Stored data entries
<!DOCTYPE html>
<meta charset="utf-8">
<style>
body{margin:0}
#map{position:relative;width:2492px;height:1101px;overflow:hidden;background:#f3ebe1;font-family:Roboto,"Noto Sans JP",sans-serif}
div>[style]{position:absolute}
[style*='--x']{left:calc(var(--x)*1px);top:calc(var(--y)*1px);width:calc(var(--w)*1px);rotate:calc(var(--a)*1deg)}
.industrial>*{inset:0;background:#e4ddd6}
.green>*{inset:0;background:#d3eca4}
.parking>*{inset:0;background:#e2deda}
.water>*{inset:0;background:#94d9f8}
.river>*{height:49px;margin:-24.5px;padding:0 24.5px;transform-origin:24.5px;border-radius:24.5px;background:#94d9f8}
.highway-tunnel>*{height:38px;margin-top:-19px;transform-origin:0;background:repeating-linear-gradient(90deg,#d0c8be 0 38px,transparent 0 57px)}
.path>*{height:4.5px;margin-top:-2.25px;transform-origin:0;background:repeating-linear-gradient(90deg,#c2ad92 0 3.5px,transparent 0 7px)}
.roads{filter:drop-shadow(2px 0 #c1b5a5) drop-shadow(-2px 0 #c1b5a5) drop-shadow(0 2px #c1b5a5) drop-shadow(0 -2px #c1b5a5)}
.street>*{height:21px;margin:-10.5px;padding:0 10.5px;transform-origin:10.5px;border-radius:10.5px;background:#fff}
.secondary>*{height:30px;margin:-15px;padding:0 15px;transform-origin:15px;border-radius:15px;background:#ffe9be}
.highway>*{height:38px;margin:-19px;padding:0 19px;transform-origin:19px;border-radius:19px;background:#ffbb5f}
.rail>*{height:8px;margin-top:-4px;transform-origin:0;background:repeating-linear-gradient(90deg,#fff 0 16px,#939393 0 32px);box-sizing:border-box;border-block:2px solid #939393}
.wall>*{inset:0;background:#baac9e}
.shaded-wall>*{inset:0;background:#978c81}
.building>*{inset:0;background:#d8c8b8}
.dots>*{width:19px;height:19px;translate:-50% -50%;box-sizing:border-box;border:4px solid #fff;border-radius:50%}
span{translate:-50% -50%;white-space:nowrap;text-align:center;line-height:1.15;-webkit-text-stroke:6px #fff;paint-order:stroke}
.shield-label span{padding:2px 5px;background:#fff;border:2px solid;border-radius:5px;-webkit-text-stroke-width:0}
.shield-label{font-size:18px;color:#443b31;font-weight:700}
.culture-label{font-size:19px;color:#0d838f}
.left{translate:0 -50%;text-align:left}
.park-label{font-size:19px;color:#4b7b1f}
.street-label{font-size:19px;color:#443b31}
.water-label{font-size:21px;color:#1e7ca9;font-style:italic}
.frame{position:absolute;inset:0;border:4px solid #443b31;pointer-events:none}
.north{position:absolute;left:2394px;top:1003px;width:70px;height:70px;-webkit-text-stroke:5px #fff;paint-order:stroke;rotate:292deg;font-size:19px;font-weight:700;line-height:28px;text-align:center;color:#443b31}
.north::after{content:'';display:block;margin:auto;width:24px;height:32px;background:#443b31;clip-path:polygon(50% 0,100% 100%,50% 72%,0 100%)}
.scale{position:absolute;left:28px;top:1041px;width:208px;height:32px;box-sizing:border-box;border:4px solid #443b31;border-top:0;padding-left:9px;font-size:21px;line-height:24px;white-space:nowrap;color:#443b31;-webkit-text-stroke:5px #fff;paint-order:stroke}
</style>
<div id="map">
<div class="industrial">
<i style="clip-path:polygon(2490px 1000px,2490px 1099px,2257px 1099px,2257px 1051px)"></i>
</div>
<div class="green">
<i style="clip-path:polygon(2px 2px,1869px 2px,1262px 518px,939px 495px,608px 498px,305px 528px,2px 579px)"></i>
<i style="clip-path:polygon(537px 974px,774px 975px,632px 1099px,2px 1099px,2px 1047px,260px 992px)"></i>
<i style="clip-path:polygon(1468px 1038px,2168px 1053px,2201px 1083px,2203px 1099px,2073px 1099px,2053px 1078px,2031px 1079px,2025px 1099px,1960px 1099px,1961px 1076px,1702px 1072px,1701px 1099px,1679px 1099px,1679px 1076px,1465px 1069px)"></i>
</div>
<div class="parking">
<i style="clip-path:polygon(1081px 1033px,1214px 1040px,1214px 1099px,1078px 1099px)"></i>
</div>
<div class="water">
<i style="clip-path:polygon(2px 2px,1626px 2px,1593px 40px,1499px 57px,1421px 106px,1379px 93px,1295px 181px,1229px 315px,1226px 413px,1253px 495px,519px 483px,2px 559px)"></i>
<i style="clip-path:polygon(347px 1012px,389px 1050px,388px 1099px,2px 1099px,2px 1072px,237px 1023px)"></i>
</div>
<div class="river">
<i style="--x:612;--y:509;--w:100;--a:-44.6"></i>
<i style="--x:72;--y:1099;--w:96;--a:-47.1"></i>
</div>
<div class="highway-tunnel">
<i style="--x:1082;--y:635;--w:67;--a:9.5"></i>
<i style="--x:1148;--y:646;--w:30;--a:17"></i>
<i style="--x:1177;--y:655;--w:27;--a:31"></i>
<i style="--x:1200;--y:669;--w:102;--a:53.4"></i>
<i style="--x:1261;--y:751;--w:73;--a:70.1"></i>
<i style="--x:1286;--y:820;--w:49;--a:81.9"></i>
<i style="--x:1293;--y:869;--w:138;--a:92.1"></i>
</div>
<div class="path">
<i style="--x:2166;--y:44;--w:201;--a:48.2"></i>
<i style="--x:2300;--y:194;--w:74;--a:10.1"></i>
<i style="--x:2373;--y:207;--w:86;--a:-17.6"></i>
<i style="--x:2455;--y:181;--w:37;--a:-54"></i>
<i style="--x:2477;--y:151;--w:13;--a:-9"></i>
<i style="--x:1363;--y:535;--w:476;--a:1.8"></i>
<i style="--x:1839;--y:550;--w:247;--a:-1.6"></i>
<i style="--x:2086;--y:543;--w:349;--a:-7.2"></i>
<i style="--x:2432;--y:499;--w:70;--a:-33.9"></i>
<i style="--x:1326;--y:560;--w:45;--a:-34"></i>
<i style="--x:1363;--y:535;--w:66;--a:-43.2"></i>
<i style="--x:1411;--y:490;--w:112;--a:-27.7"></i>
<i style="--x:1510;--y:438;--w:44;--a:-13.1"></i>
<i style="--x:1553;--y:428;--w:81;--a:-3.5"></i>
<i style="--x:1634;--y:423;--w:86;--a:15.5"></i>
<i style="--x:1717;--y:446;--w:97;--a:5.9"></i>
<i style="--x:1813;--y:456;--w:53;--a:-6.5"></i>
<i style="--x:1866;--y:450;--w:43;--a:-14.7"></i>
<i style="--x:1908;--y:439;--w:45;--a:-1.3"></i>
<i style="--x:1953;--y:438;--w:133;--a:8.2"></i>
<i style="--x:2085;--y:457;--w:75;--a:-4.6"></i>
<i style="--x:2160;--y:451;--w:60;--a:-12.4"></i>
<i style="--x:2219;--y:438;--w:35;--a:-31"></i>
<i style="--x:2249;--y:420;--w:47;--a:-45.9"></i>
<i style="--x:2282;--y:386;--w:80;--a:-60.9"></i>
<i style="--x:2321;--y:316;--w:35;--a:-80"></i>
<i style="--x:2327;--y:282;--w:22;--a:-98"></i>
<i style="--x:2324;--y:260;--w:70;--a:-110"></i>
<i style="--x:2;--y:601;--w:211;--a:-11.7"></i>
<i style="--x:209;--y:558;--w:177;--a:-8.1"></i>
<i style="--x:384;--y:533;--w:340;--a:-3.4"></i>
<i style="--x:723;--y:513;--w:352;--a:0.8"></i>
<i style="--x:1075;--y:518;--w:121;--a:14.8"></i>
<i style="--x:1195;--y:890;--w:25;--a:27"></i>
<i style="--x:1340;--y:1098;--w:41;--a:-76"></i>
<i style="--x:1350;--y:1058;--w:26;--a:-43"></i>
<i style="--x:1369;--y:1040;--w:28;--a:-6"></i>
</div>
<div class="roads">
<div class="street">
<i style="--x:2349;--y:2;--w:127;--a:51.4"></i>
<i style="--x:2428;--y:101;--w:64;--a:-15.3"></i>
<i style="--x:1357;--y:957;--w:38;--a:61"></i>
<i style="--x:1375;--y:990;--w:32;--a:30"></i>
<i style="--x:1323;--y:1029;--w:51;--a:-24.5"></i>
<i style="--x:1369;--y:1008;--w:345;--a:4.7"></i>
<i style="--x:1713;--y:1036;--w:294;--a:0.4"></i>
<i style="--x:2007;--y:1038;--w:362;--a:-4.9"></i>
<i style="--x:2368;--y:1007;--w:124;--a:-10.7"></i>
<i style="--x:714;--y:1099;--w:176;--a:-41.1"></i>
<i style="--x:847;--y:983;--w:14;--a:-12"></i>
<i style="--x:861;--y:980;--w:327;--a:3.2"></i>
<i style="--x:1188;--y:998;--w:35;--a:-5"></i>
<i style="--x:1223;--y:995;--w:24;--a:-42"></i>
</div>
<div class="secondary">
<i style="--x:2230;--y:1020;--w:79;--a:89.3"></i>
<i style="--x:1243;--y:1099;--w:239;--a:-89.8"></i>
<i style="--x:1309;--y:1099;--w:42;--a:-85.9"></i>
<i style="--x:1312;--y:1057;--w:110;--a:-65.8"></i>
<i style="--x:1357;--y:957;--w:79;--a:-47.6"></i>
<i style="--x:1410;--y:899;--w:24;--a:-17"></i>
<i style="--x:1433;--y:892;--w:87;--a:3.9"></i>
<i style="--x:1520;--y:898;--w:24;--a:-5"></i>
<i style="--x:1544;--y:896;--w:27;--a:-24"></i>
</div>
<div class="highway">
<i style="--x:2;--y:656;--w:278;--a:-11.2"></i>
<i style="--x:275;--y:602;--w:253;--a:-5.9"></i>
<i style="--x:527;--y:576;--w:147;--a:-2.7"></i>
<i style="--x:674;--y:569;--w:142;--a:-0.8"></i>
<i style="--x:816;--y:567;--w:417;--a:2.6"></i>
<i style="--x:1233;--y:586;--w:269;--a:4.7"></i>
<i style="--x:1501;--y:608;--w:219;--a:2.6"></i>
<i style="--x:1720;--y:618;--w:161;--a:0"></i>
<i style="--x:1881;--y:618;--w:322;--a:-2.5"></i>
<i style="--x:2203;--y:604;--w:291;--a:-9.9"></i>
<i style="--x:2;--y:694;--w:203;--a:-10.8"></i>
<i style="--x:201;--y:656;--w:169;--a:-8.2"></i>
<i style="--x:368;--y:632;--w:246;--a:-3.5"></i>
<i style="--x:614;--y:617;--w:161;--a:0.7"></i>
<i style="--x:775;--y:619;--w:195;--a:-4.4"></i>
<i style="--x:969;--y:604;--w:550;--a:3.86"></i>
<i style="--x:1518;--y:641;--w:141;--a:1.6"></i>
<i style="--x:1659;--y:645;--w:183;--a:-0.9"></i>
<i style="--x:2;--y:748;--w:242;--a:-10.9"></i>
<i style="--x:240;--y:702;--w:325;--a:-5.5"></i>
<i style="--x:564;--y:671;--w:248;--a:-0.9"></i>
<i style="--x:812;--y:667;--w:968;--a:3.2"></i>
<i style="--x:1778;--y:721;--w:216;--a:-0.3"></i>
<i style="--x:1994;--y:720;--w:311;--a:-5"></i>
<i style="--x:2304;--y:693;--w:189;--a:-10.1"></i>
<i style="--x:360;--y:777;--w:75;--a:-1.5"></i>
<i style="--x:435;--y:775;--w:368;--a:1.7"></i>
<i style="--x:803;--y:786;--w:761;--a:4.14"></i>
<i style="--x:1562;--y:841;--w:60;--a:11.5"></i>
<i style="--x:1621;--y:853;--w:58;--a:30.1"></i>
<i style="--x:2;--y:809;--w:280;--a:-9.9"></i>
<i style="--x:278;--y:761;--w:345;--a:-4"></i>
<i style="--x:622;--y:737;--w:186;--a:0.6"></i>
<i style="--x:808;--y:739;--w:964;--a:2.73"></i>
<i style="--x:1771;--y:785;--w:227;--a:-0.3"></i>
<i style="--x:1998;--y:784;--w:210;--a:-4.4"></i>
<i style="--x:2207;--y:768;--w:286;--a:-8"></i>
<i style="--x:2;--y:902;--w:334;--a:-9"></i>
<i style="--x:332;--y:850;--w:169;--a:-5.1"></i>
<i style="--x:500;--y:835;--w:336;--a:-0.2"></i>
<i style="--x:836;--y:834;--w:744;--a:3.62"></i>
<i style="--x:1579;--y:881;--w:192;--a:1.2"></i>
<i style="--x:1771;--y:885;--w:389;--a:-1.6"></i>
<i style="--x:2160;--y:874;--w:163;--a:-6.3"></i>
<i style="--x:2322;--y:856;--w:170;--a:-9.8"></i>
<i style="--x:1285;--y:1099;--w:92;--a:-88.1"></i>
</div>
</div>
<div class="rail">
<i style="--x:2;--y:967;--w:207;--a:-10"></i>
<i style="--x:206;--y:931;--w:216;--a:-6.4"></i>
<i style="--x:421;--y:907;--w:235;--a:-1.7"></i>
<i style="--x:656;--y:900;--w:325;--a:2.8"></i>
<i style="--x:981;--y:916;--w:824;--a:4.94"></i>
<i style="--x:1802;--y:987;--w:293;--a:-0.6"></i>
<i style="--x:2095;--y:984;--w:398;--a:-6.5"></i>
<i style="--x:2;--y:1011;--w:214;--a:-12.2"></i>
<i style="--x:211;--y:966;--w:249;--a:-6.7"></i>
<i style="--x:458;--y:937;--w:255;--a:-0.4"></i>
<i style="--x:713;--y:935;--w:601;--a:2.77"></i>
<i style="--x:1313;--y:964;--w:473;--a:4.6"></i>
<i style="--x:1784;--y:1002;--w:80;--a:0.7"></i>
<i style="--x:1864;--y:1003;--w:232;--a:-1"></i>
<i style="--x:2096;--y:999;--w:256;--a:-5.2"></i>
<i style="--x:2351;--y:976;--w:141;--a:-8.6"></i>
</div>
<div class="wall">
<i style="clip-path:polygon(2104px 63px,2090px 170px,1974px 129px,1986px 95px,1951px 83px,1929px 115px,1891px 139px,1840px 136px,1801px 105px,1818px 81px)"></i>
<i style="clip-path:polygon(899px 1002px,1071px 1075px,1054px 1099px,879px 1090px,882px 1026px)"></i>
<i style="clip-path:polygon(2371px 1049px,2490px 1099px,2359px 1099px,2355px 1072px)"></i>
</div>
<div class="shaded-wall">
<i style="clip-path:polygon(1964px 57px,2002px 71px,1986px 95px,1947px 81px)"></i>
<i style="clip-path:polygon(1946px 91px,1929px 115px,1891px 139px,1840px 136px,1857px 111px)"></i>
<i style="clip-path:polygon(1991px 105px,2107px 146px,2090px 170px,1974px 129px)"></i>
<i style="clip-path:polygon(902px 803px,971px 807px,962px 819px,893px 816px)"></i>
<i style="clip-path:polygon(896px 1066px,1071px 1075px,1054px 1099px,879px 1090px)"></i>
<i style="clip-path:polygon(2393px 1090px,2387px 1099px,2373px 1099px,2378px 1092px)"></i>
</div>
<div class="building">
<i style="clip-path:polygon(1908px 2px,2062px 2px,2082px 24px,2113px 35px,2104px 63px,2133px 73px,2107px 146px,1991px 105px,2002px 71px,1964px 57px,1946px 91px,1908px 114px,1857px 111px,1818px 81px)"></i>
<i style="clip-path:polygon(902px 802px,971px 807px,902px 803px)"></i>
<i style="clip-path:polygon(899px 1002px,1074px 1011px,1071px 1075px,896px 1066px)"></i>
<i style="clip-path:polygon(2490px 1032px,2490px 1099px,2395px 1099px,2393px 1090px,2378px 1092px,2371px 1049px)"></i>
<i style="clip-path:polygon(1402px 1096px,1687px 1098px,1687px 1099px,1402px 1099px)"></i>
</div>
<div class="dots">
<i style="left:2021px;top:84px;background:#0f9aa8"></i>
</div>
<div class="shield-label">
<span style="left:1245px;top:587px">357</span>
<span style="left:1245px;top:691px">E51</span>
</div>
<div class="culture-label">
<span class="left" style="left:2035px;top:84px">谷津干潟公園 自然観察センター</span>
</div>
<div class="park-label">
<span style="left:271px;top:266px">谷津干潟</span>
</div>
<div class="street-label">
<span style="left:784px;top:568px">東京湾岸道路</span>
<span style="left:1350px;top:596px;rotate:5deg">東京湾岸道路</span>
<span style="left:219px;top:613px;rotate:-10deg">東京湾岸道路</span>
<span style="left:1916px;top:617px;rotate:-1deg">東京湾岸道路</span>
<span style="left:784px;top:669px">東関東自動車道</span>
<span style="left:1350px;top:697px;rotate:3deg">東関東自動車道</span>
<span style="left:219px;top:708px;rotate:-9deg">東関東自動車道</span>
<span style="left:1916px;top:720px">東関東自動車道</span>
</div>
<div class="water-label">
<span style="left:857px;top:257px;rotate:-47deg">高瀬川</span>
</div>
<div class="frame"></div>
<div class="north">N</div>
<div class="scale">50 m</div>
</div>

EXERCISE GOAL
Look through the entries above and copy each line that has "river" in it.

ANSWER TO THIS EXERCISE
.river>*{height:49px;margin:-24.5px;padding:0 24.5px;transform-origin:24.5px;border-radius:24.5px;background:#94d9f8}
<div class="river">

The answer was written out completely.